Want another good thing? Hypochondria, i really killing my physician with it. How dare you to say that i have no cancer! Lets check again! Two MRI per week is too much? Not too much for the such ill person, im sure that bastard is hiding somewhere between spine and lungs. My heart is ok?! I'll go to the other physician! You said something about spot on pancreas? Oh, that spot will kill me in a year for sure. (why did they asked me how long i didn't fart?). But my real hope is a inborn cyst "without diagnostic meaning" it's a real black horse, when i feel the headache i know that there is no brain left, only cyst with a liquid and alchohol inside, ready to explode.

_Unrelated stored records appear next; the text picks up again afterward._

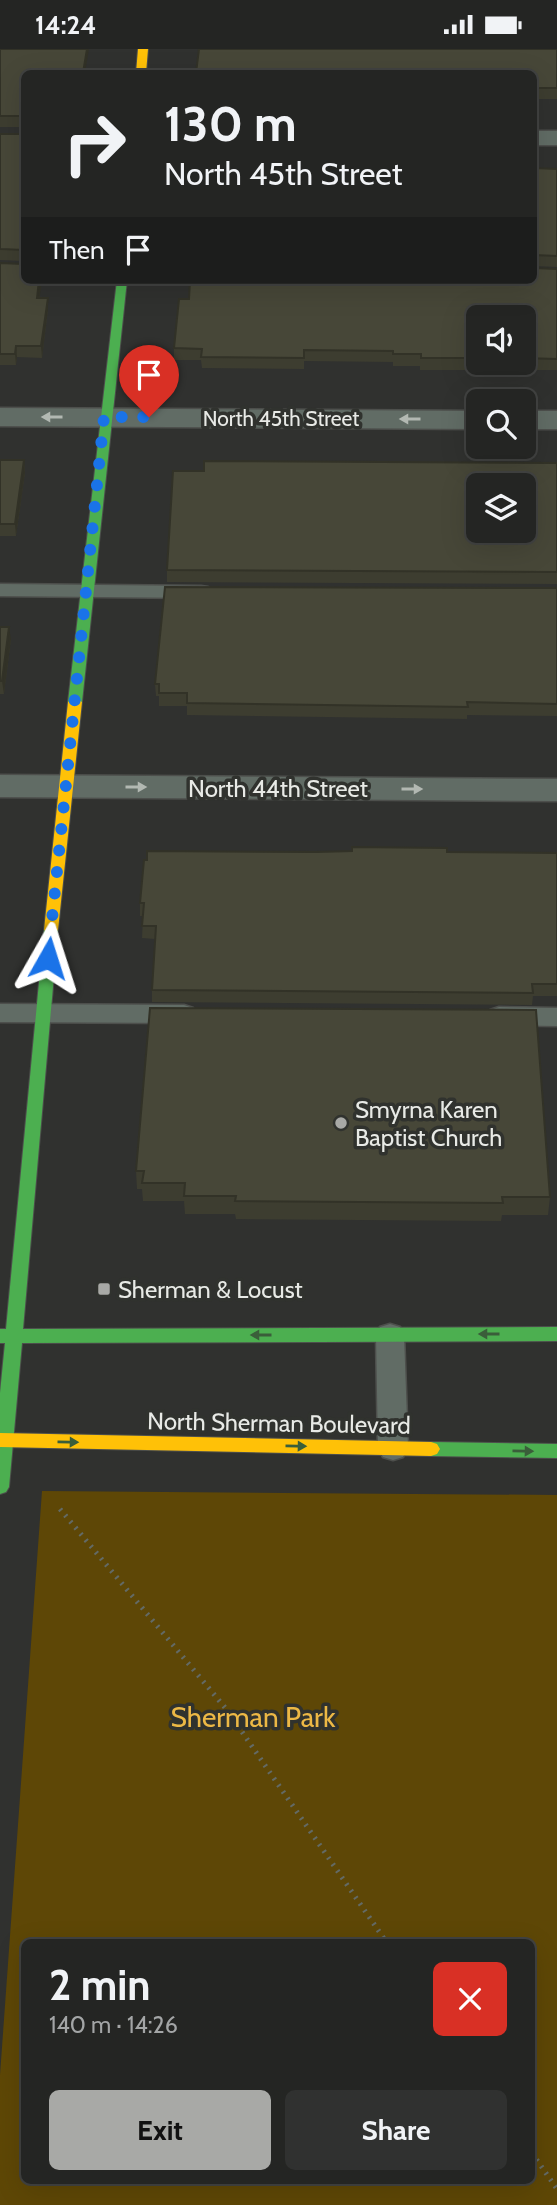 <!DOCTYPE html>
<meta charset="utf-8">
<style>
:root{--surface:#242523;--page:#303130;--text:#f1f3f6;--muted:#a3a5a6;--line:#414241;--accent:#a8a9a6}
body{margin:0;font-family:Cabin,sans-serif;background:var(--page);color:var(--text);height:100vh;display:flex;flex-direction:column;font-size:26px;white-space:nowrap}
*{box-sizing:border-box;margin:0}
p{font-size:23px;color:var(--muted)}
.icon{flex:none;width:38px;height:38px;fill:none;stroke:currentColor;stroke-width:2;stroke-linecap:round;stroke-linejoin:round}
.map{position:relative;flex:1;overflow:hidden}
.side{position:absolute;left:21px;top:1890px;width:514px;height:245px;display:flex;flex-direction:column;background:var(--surface);border-radius:10px;box-shadow:0 7px 28px #0002,0 0 0 2px var(--line)}
.side>*{flex:none}
.hud{position:absolute;left:21px;top:21px;width:516px;height:214px;border-radius:10px;box-shadow:0 7px 28px #0002,0 0 0 2px var(--line);background:#242523;color:var(--text);overflow:hidden}
.buttons{position:absolute;left:466px;top:256px;display:grid;gap:14px}
.buttons a{display:grid;place-items:center;width:70px;height:70px;border-radius:10px;background:var(--surface);box-shadow:0 7px 28px #0002,0 0 0 2px var(--line);font-size:35px}
.pin{position:absolute;display:grid;place-items:center;width:60px;height:60px;color:#fff;margin:-72px -30px;border-radius:50% 50% 50% 0;rotate:-45deg;box-shadow:0 0 7px #0007}
.pin .icon{rotate:45deg}
.me{position:absolute;width:77px;margin:-38px;rotate:6deg;stroke-linejoin:round;filter:drop-shadow(0 0 5px #0008)}
.turn{display:flex;align-items:center;gap:24px;height:147px;padding:0 28px;font-size:32px}
.turn .icon{width:91px;height:91px;stroke-width:2.5}
.turn b{display:block;font-size:49px;line-height:60px}
.then{display:flex;align-items:center;height:66px;padding:0 28px;background:#0003;gap:14px;font-size:26px}
.round{display:grid;place-items:center;flex:none;width:74px;height:74px;border-radius:10px;background:var(--page)}
.headline{display:flex;align-items:center;justify-content:space-between;height:119px;padding:0 28px}
h1{font-size:42px;font-weight:800;line-height:52px}
.cta{display:flex;gap:14px;margin-top:auto;padding:14px 28px}
.cta a{flex:1;height:80px;border-radius:10px;background:var(--accent);color:#111;font-size:28px;font-weight:800;line-height:80px;text-align:center}
.cta a+a{background:var(--page);color:var(--text)}
.status{display:flex;justify-content:space-between;align-items:center;height:49px;padding:0 35px;background:var(--surface);direction:ltr}
.status svg{height:19px;fill:currentColor}
.map>svg:first-child{display:block}
</style>
<div class="status"><b>14:24</b><svg viewBox="0 0 49 12"><path d="M0 12V9h3v3zM5 12V6h3v6zM10 12V3h3v9zM15 12V0h3v12zM26 1h20v11H26zM47 4h2v5h-2z"/></svg></div>
<div class="map">
<svg width="557" height="2156" viewBox="0 0 557 2156">
<rect width="100%" height="100%" fill="#30312f"/>
<path fill="#5e4706" fill-rule="evenodd" d="M42 1442 557 1446V2156H0V2026ZM24 1894H532V2132H24Z"/>
<g fill="none" stroke-linecap="round" stroke-linejoin="round">
<defs>
<path id="lane" d="M0 535 201 537 208 538 212 543 208 548 201 549 0 547Z
M0 955 184 956 193 959 197 965 193 971 184 974 0 973Z
M499 958 557 959V977L499 976 490 973 486 967 490 961Z
M390 1275 400 1278 404 1286 408 1399 403 1408 393 1411 383 1408 378 1399 376 1286 380 1278Z"/>
<path id="street" d="M534 82H557V96H534Z
M0 359 478 362V380L0 377Z
M523 362H557V380H523Z
M0 726 557 730V752L0 748Z"/>
<path id="fast" d="M117 231H127L82 653 75 657 68 653Z
M51 876 58 881 23 1280 557 1278V1292L22 1294 9 1438 6 1443 0 1445V1344L5 1294H0V1280H6L44 881Z
M431 1393 557 1395V1409L431 1407 425 1405 422 1400 425 1395Z"/>
<path id="slow" d="M138 0H148L146 24H136Z
M75 649 82 653 58 881 51 886 44 881 68 653Z
M0 1384 431 1393 437 1395 440 1400 437 1405 431 1407 0 1398Z"/>
</defs>
<use href="#lane" stroke="#4d4f4c" stroke-width="3"/>
<use href="#street" stroke="#4d4f4c" stroke-width="3"/>
<use href="#fast" stroke="#4d4f4c" stroke-width="2"/>
<use href="#slow" stroke="#4d4f4c" stroke-width="2"/>
<path stroke="#636a65" stroke-width="5" stroke-dasharray="2 6" stroke-linecap="butt" d="M60 1460 227 1661 387 1894
M532 2104 557 2140"/>
<use href="#lane" fill="#616c65" fill-rule="evenodd"/>
<use href="#street" fill="#616c65" fill-rule="evenodd"/>
<use href="#fast" fill="#4caf50" fill-rule="evenodd"/>
<use href="#slow" fill="#ffc107" fill-rule="evenodd"/>
</g>
<path fill="#3d3d30" fill-rule="evenodd" d="M0 0 85 24 24 78H0Z
M557 0V50H534V24Z
M0 85H24V212L0 211Z
M534 119 557 120V218L534 217Z
M0 214 24 231H42L39 249H48V260L42 309 17 308 16 316H0Z
M557 220V321H420V317H393V313L304 312V320L202 319 201 311H174V299L189 250ZM478 268H523V313H478Z
M0 411H24L25 424 16 487H0Z
M557 414V535L167 533V521L204 422Z
M557 539V667L467 666V670L187 666V657H159V647H156L155 635Z
M0 578 11 590 4 645H0Z
M316 803 557 804V947H533L532 956 152 953V941L155 890 142 889 143 867H140V854Z
M136 1122 550 1148 548 1166H502L501 1172 236 1170 235 1165H185L184 1152H143L142 1140H137Z"/>
<path fill="#323227" d="M87 0H89L85 24H83Z
M39 231H42L38 260 37 249Z
M48 249V260L42 309 41 297Z
M16 297 17 308 16 316 15 305Z
M24 411 25 424 16 487 15 475Z
M9 578 11 590 4 645 2 632Z"/>
<path fill="#474738" stroke="#323227" stroke-width="2" fill-rule="evenodd" d="M0 0H87L83 24H24V67H0Z
M199 0H557V39H534V24H196Z
M0 85H24V201L0 200Z
M534 119 557 120V207L534 206Z
M0 214 24 215V231H39L37 249H48L41 297H16L15 305H0Z
M534 219 557 220V310L523 309V268H478V309H421V305H393V302L304 301V309L201 308 202 300 174 299 179 250H189L190 231H534Z
M0 411H24L15 475H0Z
M204 412 557 414V523L167 521 173 422H204ZM478 436H523V481H478Z
M165 538 557 539V655L467 653 468 658 187 654V644H159V635H155Z
M0 578H9L2 632H0Z
M352 798 447 799V803L557 804V935H532L533 944 152 941 156 877H142L144 854H140L144 811H147V802L316 803 352 802Z
M150 959 536 961 550 1148H502L503 1154 235 1152 236 1147H184L185 1134H142L144 1122H136Z"/>
<defs><path id="oneway-solid" d="M-6-.8H1V-3.2L6.5 0L1 3.2V.8H-6Z" transform="scale(1.75)"/></defs>
<g fill="#b2b8b2">
<use href="#oneway-solid" transform="translate(52 368) rotate(-180)"/>
<use href="#oneway-solid" transform="translate(410 370) rotate(-180)"/>
<use href="#oneway-solid" transform="translate(136 738)"/>
<use href="#oneway-solid" transform="translate(412 740)"/>
</g>
<g fill="#3a5e3a">
<use href="#oneway-solid" transform="translate(489 1285) rotate(180)"/>
<use href="#oneway-solid" transform="translate(261 1286) rotate(180)"/>
<use href="#oneway-solid" transform="translate(68 1393) rotate(1)"/>
<use href="#oneway-solid" transform="translate(296 1397) rotate(1)"/>
<use href="#oneway-solid" transform="translate(523 1402) rotate(1)"/>
</g>
<g fill="none" stroke-linecap="round" stroke-linejoin="round">
<path stroke="#1a73e8" stroke-width="12" stroke-dasharray="0 21.6" d="M48 909 104 368H149"/>
</g>
<g fill="#a8a9a6" stroke="#30322e" stroke-width="2.5">
<circle cx="341" cy="1074" r="7"/>
<rect x="97" y="1233" width="14" height="14" rx="3.5"/>
</g>
<g text-anchor="middle" dominant-baseline="central" stroke-width="7" stroke-linejoin="round" paint-order="stroke">
<g font-size="21" fill="#e8eae6" stroke="#30322e">
<text x="281" y="369">North 45th Street</text>
</g>
<g font-size="24" fill="#e8eae6" stroke="#30322e">
<text x="278" y="739">North 44th Street</text>
<text transform="translate(279 1374) rotate(1)">North Sherman Boulevard</text>
</g>
<g font-size="24" fill="#e8eae6" stroke="#30322e" text-anchor="start">
<text x="355" y="1060">Smyrna Karen<tspan x="355" dy="28">Baptist Church</tspan></text>
<text x="118" y="1240">Sherman &amp; Locust</text>
</g>
<g font-size="28" fill="#ecb845" stroke="#30322e">
<text x="253" y="1668">Sherman Park</text>
</g>
</g>
</svg>
<div class="buttons">
<a><svg class="icon" aria-label="sound" viewBox="0 0 24 24"><path d="M4 9h4l5-4v14l-5-4H4zM17 9q2 3 0 6"/></svg></a>
<a><svg class="icon" aria-label="search" viewBox="0 0 24 24"><circle cx="10" cy="10" r="6"/><path d="M15 15l6 6"/></svg></a>
<a><svg class="icon" aria-label="layers" viewBox="0 0 24 24"><path d="M12 4l9 5-9 5-9-5zM3 14l9 5 9-5"/></svg></a>
</div>
<div class="pin" style="left:149px;top:368px;background:#d93025"><svg class="icon" aria-label="arrive" viewBox="0 0 24 24"><path d="M6 21V4h12l-3 4 3 4H6"/></svg></div>
<svg class="me" style="left:48px;top:909px" viewBox="-20 -20 40 40"><path d="M0-17L14 15 0 8-14 15z" fill="#1a73e8" stroke="#fff" stroke-width="4"/></svg>
<div class="hud">
<div class="turn"><svg class="icon" aria-label="right" viewBox="0 0 24 24"><path d="M7 20v-9h11M14 6l5 5-5 5"/></svg><div><b>130 m</b>North 45th Street</div></div>
<div class="then">Then<svg class="icon" aria-label="arrive" viewBox="0 0 24 24"><path d="M6 21V4h12l-3 4 3 4H6"/></svg></div>
</div>
<section class="side">
<div class="headline"><div><h1>2 min</h1><p>140 m · 14:26</p></div><a class="round" style="background:#d93025;color:#fff"><svg class="icon" aria-label="close" viewBox="0 0 24 24"><path d="M6 6l12 12M18 6L6 18"/></svg></a></div>
<div class="cta"><a>Exit</a><a>Share</a></div>
</section>
</div>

Hypochondria helps us to visit physician in a time, discover early problems and prevent them, so, statistically, we are more bulletproof that guys which seen a doctor once a life and suddenly dying from the stroke just before 50 anniversary.
But there was a real killing thing in my life. One day i haven't sleep because i was anxious, guy from my work said something wrong (or i thought that he thought something wrong, i don't remember clearly). Then i feel strange smell, i sniffed and decided that there is a fire in my flat. So i raised a panic of the highest probe and evacuated my family. There was a real fire downstairs and all flat became filled with acrid fumes after 5 minutes.
So my anxiety save me and my family, and we are in very good relations after this accident.